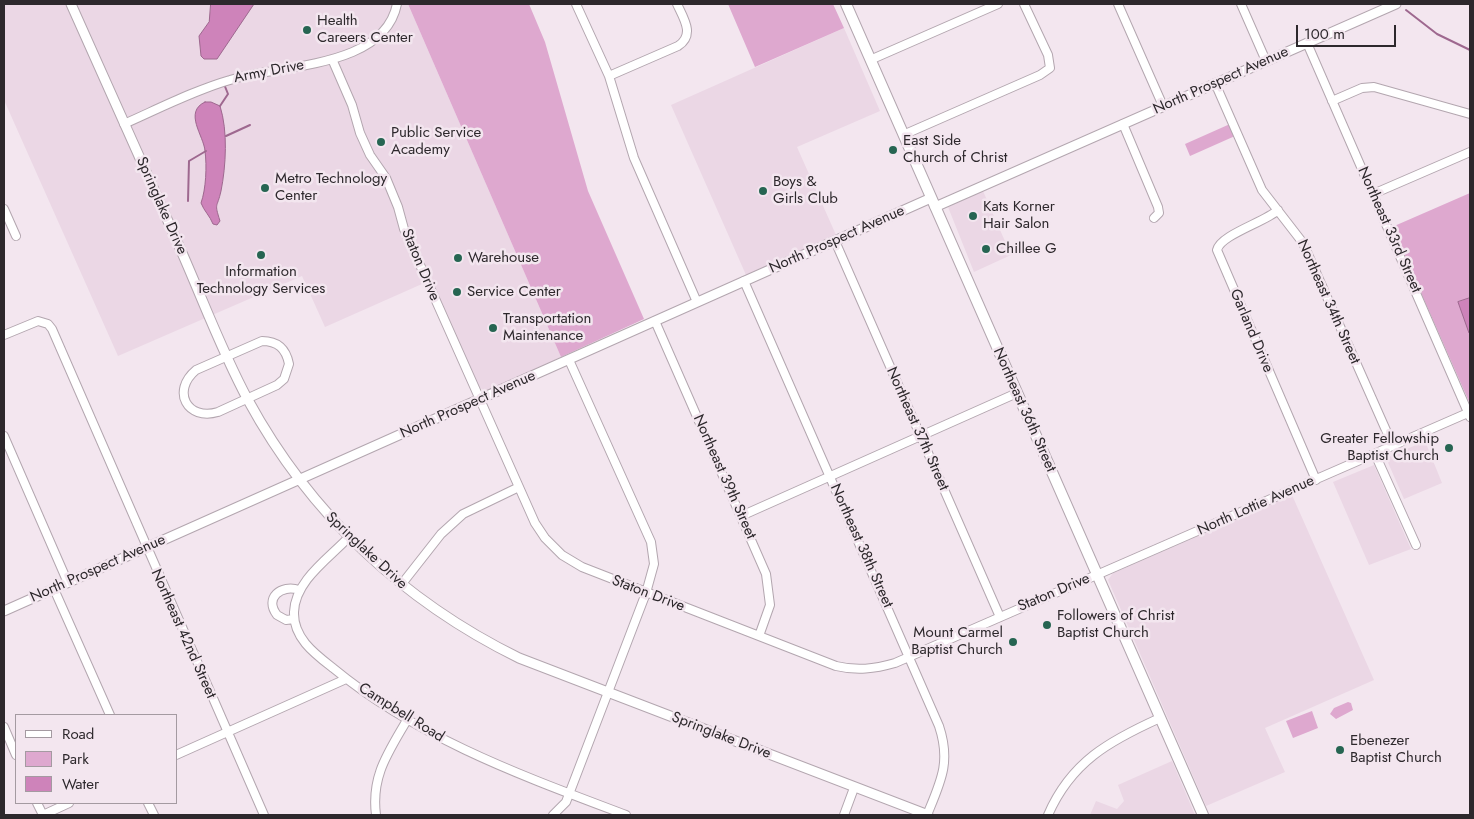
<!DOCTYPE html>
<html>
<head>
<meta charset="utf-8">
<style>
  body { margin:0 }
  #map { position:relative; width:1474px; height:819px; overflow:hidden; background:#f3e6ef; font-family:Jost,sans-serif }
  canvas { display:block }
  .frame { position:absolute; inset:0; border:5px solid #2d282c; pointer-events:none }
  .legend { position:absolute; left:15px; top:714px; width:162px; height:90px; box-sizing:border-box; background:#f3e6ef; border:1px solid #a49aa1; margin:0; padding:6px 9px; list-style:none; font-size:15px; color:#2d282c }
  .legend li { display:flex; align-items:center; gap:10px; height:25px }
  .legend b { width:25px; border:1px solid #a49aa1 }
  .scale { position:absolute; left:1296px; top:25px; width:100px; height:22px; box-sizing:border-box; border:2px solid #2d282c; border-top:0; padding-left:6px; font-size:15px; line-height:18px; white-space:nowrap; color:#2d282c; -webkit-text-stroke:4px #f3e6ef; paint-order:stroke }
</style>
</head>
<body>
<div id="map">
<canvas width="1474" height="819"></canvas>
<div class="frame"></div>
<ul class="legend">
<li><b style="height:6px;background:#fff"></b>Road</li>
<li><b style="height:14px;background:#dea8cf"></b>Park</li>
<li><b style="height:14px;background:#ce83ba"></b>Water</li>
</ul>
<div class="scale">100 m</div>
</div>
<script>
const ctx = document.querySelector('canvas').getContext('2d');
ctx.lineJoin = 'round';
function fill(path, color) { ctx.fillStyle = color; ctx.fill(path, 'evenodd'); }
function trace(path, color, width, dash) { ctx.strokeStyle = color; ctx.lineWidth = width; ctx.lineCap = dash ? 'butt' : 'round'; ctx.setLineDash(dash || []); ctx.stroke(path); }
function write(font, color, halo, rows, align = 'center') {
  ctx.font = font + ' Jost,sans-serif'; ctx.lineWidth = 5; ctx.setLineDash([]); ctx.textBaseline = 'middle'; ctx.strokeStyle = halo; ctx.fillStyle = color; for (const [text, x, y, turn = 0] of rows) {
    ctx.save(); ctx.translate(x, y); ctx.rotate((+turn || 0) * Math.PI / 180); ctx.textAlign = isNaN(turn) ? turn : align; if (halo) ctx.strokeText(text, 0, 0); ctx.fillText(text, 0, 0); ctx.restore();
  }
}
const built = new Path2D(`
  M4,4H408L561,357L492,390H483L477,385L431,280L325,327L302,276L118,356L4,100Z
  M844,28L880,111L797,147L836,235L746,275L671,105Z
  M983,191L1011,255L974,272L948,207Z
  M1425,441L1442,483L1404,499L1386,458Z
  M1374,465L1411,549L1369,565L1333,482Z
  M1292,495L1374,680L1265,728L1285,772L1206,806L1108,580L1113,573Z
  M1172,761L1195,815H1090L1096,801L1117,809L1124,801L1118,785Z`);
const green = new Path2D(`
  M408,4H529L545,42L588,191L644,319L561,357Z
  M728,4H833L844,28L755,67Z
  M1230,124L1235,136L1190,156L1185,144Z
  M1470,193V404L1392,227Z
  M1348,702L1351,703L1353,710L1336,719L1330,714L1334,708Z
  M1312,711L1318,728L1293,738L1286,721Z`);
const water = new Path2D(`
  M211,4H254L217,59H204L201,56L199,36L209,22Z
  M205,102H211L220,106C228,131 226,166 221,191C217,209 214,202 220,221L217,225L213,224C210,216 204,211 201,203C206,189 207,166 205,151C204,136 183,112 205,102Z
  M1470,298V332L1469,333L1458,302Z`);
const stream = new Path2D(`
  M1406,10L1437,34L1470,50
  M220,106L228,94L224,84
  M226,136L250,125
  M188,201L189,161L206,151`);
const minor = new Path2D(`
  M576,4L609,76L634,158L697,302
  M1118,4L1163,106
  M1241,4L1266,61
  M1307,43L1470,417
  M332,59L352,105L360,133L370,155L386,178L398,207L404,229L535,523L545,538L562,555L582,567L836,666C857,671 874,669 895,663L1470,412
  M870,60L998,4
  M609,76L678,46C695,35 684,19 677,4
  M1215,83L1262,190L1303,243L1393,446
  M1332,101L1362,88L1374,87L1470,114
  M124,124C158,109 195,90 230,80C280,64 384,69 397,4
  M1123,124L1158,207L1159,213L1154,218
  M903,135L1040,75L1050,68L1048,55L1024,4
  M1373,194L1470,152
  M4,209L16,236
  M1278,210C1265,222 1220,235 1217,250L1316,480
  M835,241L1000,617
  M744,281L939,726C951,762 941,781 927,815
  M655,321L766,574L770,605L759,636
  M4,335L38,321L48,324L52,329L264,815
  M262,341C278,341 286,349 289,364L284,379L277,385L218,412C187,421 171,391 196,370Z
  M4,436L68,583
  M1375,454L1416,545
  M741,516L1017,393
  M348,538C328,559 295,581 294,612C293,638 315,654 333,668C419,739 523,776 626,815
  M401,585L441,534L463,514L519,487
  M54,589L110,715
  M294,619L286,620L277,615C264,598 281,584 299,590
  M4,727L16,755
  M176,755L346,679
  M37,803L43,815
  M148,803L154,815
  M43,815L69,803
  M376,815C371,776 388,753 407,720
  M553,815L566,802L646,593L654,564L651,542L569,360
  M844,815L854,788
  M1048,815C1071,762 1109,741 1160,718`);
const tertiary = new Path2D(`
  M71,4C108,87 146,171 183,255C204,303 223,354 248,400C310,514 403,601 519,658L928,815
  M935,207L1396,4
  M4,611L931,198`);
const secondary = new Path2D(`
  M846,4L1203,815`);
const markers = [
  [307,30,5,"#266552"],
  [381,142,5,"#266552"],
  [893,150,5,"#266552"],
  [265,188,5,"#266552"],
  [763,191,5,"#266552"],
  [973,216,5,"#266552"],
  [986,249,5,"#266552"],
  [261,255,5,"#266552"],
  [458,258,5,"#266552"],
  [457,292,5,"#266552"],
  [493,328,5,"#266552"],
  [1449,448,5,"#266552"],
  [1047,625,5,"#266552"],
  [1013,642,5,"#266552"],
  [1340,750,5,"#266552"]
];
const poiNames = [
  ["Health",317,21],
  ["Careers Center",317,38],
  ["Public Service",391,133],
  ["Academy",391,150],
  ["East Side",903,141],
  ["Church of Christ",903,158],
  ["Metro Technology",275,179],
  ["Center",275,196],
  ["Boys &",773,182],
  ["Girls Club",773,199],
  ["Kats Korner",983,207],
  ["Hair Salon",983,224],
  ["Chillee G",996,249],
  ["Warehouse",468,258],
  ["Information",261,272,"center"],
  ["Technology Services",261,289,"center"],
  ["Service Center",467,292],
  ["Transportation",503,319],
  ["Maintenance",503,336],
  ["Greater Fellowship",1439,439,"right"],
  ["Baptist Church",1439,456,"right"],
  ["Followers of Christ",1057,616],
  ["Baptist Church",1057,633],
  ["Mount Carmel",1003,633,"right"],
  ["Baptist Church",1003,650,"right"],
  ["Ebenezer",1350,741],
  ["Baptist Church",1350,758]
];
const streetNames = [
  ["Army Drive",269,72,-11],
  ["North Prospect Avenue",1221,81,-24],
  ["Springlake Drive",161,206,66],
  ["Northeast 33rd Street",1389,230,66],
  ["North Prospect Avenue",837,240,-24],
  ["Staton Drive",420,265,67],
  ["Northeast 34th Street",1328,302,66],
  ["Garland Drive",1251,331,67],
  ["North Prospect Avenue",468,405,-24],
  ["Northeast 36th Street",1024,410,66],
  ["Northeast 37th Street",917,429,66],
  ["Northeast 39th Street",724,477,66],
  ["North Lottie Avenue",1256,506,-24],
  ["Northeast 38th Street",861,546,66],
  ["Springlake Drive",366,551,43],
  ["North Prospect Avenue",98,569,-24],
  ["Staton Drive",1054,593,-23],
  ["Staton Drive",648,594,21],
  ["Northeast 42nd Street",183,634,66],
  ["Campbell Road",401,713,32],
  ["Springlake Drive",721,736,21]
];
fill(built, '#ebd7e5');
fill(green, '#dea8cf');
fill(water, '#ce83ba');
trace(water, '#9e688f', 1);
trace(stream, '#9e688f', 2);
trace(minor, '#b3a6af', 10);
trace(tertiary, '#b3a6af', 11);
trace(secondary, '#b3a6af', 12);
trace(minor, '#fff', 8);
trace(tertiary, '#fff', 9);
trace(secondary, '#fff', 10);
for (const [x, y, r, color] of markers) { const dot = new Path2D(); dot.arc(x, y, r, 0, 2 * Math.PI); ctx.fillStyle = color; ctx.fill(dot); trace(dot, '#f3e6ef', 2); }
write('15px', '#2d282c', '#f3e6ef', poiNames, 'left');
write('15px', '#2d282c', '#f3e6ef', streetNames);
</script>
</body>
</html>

§ WHAT YOU SHOULD DO: In the listing above, count each line that holds the word "display" and report the number alone.

§ RESPONSE BELOW: 2